Planeth il y a quelques temps expliquait combien la volonté et l'intention étaient difficiles à cerner. Combien il était difficile d'être dans l'instant, connecté à soi et au monde par de subtils échanges.

C'est un phénomène très étrange, dont j'avais entendu parler, sur lequel j'avais lu, mais que j'expérimente consciemment depuis que mon ainé est né.

J'ai compris ça (je veux dire réellement compris, entièrement) quand mon premier garçon a eu 6 mois.

Il fallait que je sois entièrement présente et connectée à lui pour comprendre comment il fonctionnait et de quoi il avait besoin. C'était un bébé aux besoins intenses, très demandeur, qui ne dormait quasiment jamais (enfin : par tranches de 45 mn nuit et jour). J'avais du mal à comprendre ce qu'il voulait, je pensais, comme je l'avais lu, qu'un bébé était satisfait quand il avait fait quelques expériences et promenades dans la journée, et que, surtout, il avait besoin de beaucoup de sommeil. Que nenni !

Je n'étais pas du tout préparée psychologiquement à un tel maëlstrom et, si j'avais le désir intellectuel et raisonné, de donner beaucoup à mon enfant, j'avais beaucoup de mal à puiser au fond de moi des trésors de patience et de maternage que personne ne m'avaient accordés lorsque j'étais un bébé. La mode lorsque j'étais enfant étant de laisser pleurer, de nourrir à heure fixe et de ne surtout pas prendre dans les bras un nourrisson.
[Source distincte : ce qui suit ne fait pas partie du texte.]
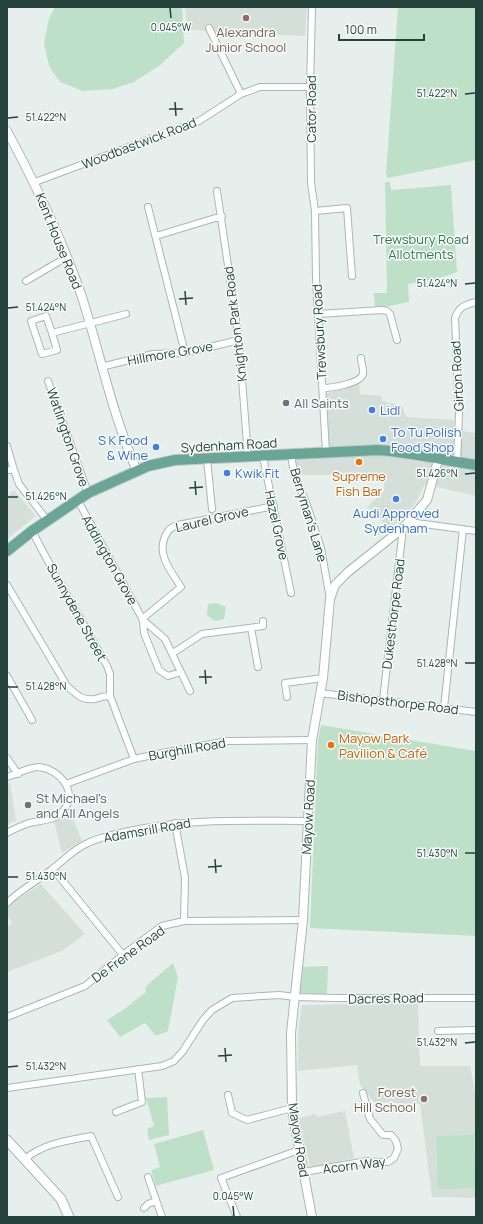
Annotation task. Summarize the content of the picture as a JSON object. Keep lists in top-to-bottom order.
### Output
{
  "streets": {
    "main road": ["Sydenham Road"],
    "street": [
      "Cator Road",
      "Woodbastwick Road",
      "Kent House Road",
      "Knighton Park Road",
      "Trewsbury Road",
      "Hillmore Grove",
      "Girton Road",
      "Watlington Grove",
      "Berryman's Lane",
      "Laurel Grove",
      "Hazel Grove",
      "Addington Grove",
      "Sunnydene Street",
      "Dukesthorpe Road",
      "Bishopsthorpe Road",
      "Burghill Road",
      "Mayow Road",
      "Adamsrill Road",
      "De Frene Road",
      "Dacres Road",
      "Acorn Way"
    ]
  },
  "crossings": [
    ["Cator Road", "Woodbastwick Road"],
    ["Cator Road", "Trewsbury Road"],
    ["Woodbastwick Road", "Kent House Road"],
    ["Kent House Road", "Hillmore Grove"],
    ["Kent House Road", "Sydenham Road"],
    ["Knighton Park Road", "Hillmore Grove"],
    ["Knighton Park Road", "Sydenham Road"],
    ["Trewsbury Road", "Sydenham Road"],
    ["Girton Road", "Sydenham Road"],
    ["Watlington Grove", "Sydenham Road"],
    ["Sydenham Road", "Berryman's Lane"],
    ["Sydenham Road", "Hazel Grove"],
    ["Sydenham Road", "Addington Grove"],
    ["Sydenham Road", "Sunnydene Street"],
    ["Sydenham Road", "Mayow Road"],
    ["Berryman's Lane", "Mayow Road"],
    ["Laurel Grove", "Hazel Grove"],
    ["Laurel Grove", "Addington Grove"],
    ["Dukesthorpe Road", "Bishopsthorpe Road"],
    ["Dukesthorpe Road", "Mayow Road"],
    ["Bishopsthorpe Road", "Mayow Road"],
    ["Burghill Road", "Mayow Road"],
    ["Mayow Road", "Adamsrill Road"],
    ["Mayow Road", "De Frene Road"],
    ["Mayow Road", "Dacres Road"],
    ["Mayow Road", "Acorn Way"]
  ],
  "parks": ["Trewsbury Road Allotments"],
  "places": [
    "Alexandra Junior School",
    "All Saints",
    "Lidl",
    "To Tu Polish Food Shop",
    "S K Food & Wine",
    "Supreme Fish Bar",
    "Kwik Fit",
    "Audi Approved Sydenham",
    "Mayow Park Pavilion & Café",
    "St Michael's and All Angels",
    "Forest Hill School"
  ],
  "scale_bar": "100 m",
  "coordinates": [
    "0.045°W",
    "51.422°N",
    "51.424°N",
    "51.426°N",
    "51.428°N",
    "51.430°N",
    "51.432°N"
  ]
}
Je me retrouvais donc, épuisée et troublée durablement par cette naissance qui n'avait pas été conforme à ce que j'espérais, et certaines fois submergée, très agacée et excédée par des demandes répétées qui ne correspondaient pas à la littérature que j'avais lu.

J'ai donc passé les six premiers mois de son existence à chercher des livres, des réponses, à me questionner, à tenter de gérer mes sautes d'humeur ….
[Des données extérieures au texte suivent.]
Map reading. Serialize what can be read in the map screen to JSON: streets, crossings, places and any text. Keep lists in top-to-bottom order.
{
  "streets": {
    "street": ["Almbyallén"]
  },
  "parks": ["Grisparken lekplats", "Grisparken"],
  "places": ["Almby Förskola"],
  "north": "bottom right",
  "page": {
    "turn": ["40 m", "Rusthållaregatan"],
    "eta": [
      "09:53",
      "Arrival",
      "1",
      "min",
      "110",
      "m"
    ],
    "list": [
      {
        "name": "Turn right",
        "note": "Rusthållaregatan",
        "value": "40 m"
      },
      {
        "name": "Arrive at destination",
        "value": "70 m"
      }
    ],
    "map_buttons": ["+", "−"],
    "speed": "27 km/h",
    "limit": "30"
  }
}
C'était surtout lorsqu'il fallait le coucher que c'était difficile. J'avais envie qu'il dorme vite, et lui restait, même visiblement fatigué, en alerte, yeux grands ouverts. Je me souviens de mes tentatives d'atmosphère douce : bougies, musique calme, lorsqu'il avait 4 mois, et de ses yeux grands ouverts dans la pénombre, superbement attentif et luttant contre sa fatigue.....

Jusqu'au jour où j'ai pensé à réfléchir avec mon corps et mon coeur au lieu de ma tête.

Je me suis allongée près de lui avec l'idée d'être entièrement avec lui, présente à lui et pour lui, centrée dans mon corps et ma respiration, et j'ai laissé divaguer ma pensée en la connectant à lui, en touchant de ma main sa joue, son front, son épaule ou son ventre.

A partir de là sont nées des pensées/idées/phrases/images flottantes et disparates, qui devenaient parfois des lettres, des projets, des idées à creuser, ou des lambeaux de riens qui me faisaient du bien.

Un moment à moi et à lui, que nous partagions et qui n'appartenait qu'à nous.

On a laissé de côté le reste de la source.